Sin embargo, yo sí que tuve tiempo que perder en dicho precepto filosófico, pues la vida da tiempo para todo, más allá del “pan y circo”. Está claro que si a infinito se le suma, resta, multiplica o divide un número finito, incluso si se le suma o multiplica un número infinito, el resultado será infinito, lo único que podría variar es su signo dependiendo de los casos. Solamente serían irresolubles los casos de resta y división con un número no finito entero. Sin embargo, a nuestro conceptual “último número” no sería posible sumarle ningún número finito positivo ni multiplicarle por un número mayor que la unidad, ya que es “el último número” y perderíamos la conceptualidad de tal rotundidad, nuestro “último número” requiere, (siempre conceptualmente), que no haya ningún cardinal u ordinal a su derecha, algo que contradiría la lógica matemática, pues para eso se ha afirmado que es “el último número”. La mayoría de operaciones que se podrían hacer con él serían de resultado incierto, porque aunque se podría dividir el último número entre cualquier número finito, el resultado sería indeterminado. Evidentemente, si a nuestro último número le restamos uno, obtendríamos “el penúltimo número”, por lo que tendríamos que crear una gran cantidad de nuevos conceptos matemáticos si le andamos restando cantidades finitas, tantos conceptos nuevos como números finitos existentes, (mal asunto, pues hemos llegado a un bucle ya que hay infinitos números finitos).

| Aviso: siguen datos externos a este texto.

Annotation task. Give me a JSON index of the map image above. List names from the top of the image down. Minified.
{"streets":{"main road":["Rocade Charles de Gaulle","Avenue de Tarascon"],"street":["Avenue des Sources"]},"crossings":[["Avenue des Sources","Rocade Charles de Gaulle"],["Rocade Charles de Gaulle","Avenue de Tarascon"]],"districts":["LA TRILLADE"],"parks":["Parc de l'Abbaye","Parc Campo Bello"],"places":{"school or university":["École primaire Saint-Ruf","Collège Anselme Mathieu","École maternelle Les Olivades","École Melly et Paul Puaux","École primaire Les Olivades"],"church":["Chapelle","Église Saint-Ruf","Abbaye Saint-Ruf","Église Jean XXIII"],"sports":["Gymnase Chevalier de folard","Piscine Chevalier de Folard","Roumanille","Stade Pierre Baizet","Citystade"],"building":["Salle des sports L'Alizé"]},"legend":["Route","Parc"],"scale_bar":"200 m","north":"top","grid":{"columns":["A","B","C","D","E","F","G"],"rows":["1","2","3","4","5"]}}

Vale, han pasado muchos años y he tenido que escribir esta entrada para darme cuenta de la falta de aplicación práctica de mi sugerencia. “El último número” como concepto matemático queda muy bonito y puede parecer una idea estupenda, pero ha sido cuestión de desarrollarla para darme cuenta de que es algo inútil y no tiene aplicación alguna, mientras que infinito, al ser un concepto más abierto, puede ser operativo, ya que infinito abarcaría todo número que está en una dimensión de continuo crecimiento. El concepto del “último número” tendría la restricción conceptual de que no habrá ningún número mayor que él, por lo que se pierde su operatividad al recurrir al absurdo en caso de operaciones que lo incrementasen.

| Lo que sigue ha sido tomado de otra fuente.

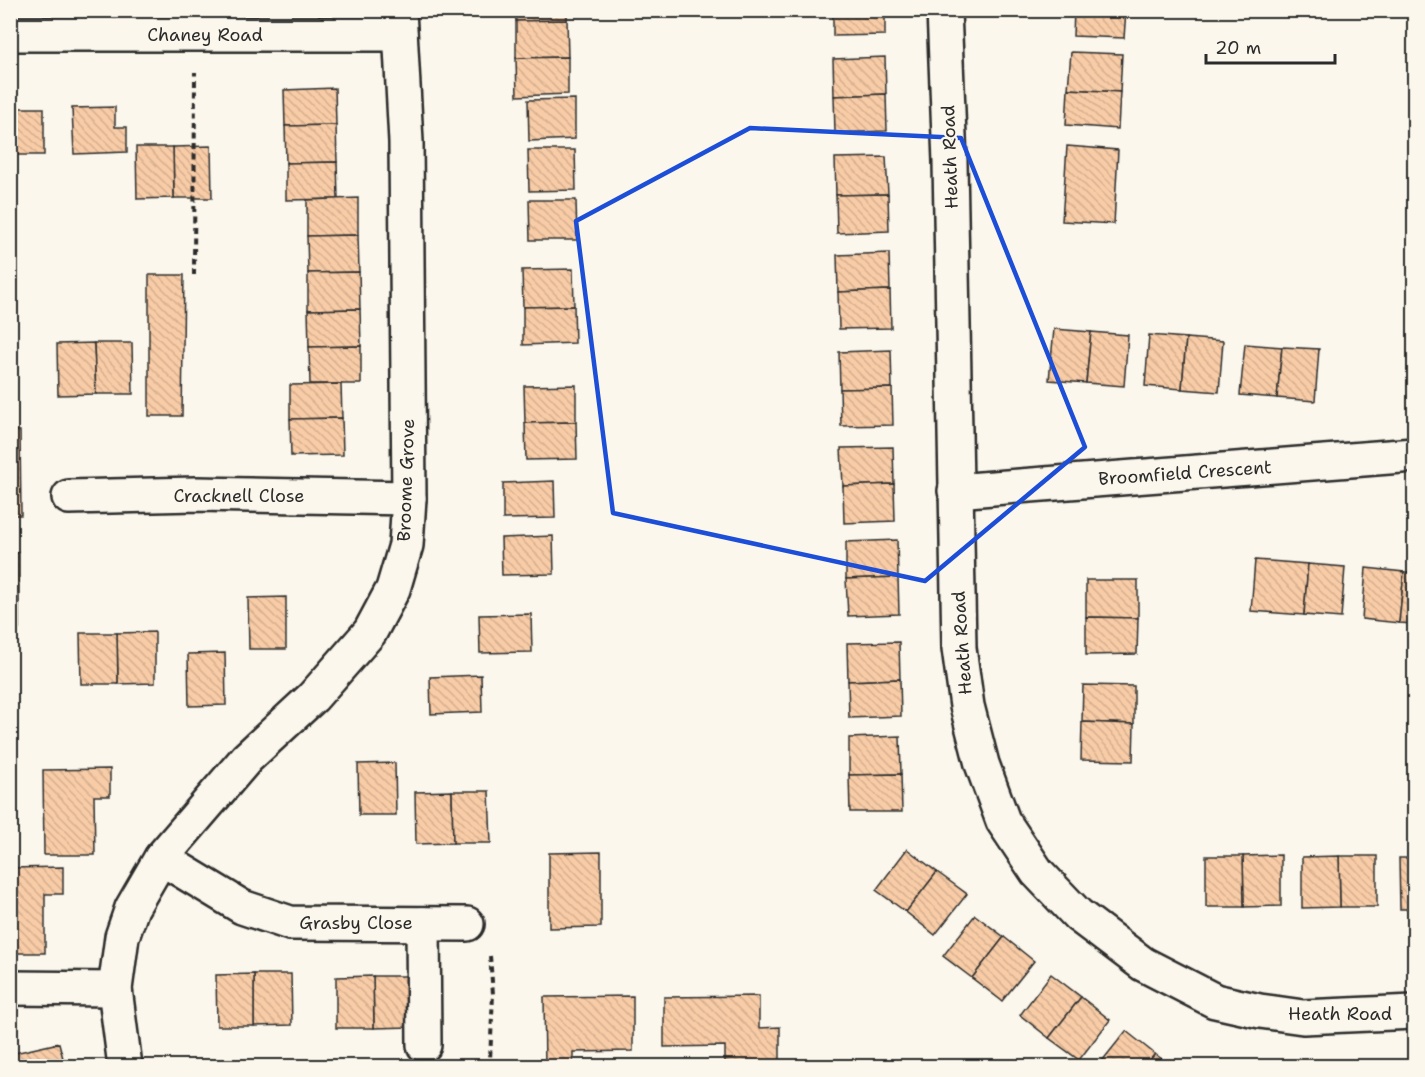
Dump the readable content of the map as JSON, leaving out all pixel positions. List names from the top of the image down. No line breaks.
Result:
{"streets":{"street":["Chaney Road","Heath Road","Broomfield Crescent","Broome Grove","Cracknell Close","Grasby Close"]},"crossings":[["Chaney Road","Broome Grove"],["Heath Road","Broomfield Crescent"],["Broome Grove","Cracknell Close"],["Broome Grove","Grasby Close"]],"scale_bar":"20 m"}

La verdad es que la idea del “último número” siempre me ha parecido un precioso concepto que, aunque inútil para las Matemáticas podría ser aplicado en otros campos. La poesía parece un buen sitio donde ubicarlo, aunque eso va a ser difícil llevarlo a la práctica por alguien tan prosaico como yo. Donaré la idea a algún poeta callejero que haga de aquel romántico proyecto de adolescencia una manera con la que poder deleitar a viandantes con frases del tipo “eres tan inalcanzable como el último número” o “lo nuestro es tan irreal como el último número”, (ya he dicho que lo mío es la prosa).
Lo que me pregunto es, ¿todo esto no debería habérmelo demostrado en su momento aquel profesor de eterna barba de tres días que deleitaba a las nenas? Me había ahorrado estar dando vueltas a la idea perdiendo el tiempo en pensamientos banales y que tú, ahora mismo, estuvieras leyendo algo más interesante.